**Task**
Copies of all lines that contain "rows" are needed; take them from the data below.

═══ Data supplied

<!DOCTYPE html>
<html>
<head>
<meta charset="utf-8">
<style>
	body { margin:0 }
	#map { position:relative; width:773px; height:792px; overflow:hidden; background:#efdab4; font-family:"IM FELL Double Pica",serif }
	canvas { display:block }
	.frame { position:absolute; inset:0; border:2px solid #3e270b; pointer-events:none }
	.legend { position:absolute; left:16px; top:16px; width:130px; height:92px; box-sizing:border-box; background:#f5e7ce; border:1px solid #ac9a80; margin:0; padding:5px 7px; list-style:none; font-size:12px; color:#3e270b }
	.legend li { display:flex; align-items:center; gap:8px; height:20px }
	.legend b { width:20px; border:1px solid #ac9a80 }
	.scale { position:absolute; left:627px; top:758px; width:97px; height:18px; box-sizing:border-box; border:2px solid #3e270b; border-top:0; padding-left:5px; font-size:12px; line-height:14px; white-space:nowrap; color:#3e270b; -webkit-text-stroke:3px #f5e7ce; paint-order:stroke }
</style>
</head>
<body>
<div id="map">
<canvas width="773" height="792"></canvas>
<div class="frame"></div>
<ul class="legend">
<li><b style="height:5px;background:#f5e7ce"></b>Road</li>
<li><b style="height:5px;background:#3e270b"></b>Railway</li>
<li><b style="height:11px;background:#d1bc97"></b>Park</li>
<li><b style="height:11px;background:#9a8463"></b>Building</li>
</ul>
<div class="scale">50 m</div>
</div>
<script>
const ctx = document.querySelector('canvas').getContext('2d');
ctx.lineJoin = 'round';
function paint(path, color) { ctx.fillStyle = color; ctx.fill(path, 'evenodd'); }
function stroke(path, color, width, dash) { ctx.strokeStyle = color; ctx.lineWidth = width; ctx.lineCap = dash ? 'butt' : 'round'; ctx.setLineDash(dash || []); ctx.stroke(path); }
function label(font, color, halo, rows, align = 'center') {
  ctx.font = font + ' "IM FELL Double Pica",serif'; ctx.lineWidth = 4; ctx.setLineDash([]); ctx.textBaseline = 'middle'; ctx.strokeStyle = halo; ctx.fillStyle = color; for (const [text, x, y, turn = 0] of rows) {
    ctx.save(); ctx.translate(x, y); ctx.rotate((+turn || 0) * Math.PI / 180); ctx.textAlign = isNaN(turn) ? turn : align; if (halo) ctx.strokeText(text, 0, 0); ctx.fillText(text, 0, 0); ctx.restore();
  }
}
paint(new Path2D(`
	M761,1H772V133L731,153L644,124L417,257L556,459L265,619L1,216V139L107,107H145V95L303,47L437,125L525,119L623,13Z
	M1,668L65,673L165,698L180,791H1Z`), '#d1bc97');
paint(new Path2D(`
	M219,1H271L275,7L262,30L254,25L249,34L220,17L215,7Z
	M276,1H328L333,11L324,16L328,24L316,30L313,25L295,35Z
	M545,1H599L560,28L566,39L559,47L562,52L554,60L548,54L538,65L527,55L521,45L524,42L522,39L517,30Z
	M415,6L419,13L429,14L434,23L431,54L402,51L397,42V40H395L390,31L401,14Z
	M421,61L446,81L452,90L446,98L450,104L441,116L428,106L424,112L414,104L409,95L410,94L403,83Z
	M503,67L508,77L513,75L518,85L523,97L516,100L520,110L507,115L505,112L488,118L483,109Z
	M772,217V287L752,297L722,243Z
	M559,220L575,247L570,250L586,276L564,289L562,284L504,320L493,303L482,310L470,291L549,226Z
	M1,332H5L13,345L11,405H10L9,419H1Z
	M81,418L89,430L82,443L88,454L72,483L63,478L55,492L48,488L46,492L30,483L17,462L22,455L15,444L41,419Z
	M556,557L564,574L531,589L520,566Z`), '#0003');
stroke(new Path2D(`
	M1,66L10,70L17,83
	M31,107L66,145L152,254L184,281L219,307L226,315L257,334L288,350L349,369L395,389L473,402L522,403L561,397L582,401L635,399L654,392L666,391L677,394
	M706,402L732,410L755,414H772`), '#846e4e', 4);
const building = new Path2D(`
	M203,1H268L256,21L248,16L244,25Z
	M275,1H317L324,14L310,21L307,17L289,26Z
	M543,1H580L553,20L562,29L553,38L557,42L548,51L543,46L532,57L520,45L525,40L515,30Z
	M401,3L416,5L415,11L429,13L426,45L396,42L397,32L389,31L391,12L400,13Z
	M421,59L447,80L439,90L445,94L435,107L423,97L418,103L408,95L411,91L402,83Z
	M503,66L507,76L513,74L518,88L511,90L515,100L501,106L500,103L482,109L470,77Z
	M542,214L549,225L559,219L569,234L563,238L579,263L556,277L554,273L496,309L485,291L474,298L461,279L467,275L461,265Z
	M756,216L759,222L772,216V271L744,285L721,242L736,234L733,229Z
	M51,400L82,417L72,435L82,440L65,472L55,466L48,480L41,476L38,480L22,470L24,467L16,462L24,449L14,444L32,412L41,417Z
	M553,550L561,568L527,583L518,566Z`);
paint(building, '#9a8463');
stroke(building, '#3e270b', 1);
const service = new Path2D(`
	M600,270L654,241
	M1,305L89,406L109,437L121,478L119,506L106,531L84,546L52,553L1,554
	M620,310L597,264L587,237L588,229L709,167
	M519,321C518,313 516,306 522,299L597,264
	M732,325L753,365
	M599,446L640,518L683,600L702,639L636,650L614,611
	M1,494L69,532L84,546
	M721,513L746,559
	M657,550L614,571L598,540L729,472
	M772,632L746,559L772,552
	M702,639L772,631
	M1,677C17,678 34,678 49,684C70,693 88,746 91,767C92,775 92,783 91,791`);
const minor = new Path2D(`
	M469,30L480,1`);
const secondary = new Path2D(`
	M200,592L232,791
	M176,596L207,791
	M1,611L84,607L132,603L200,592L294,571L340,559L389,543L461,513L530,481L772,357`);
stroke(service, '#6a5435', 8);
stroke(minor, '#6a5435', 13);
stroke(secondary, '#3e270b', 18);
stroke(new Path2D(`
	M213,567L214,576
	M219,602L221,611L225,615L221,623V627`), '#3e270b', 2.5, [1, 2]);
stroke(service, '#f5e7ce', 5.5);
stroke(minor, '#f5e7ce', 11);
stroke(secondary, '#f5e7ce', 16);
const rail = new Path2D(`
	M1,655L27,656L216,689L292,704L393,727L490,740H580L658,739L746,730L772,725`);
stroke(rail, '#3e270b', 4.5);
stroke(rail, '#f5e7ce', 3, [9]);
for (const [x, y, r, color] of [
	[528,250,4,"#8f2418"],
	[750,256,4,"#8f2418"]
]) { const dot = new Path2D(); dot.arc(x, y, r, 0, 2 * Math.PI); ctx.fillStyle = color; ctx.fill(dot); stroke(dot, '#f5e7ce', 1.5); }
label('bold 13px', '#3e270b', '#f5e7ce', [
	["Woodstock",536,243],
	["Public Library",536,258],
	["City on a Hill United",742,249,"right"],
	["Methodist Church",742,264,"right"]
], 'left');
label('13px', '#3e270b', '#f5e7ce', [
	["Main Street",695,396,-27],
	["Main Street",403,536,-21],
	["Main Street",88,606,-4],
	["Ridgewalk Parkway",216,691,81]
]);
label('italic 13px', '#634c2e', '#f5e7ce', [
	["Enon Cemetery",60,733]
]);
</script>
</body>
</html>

══════

**Your solution**
function label(font, color, halo, rows, align = 'center') {
  ctx.font = font + ' "IM FELL Double Pica",serif'; ctx.lineWidth = 4; ctx.setLineDash([]); ctx.textBaseline = 'middle'; ctx.strokeStyle = halo; ctx.fillStyle = color; for (const [text, x, y, turn = 0] of rows) {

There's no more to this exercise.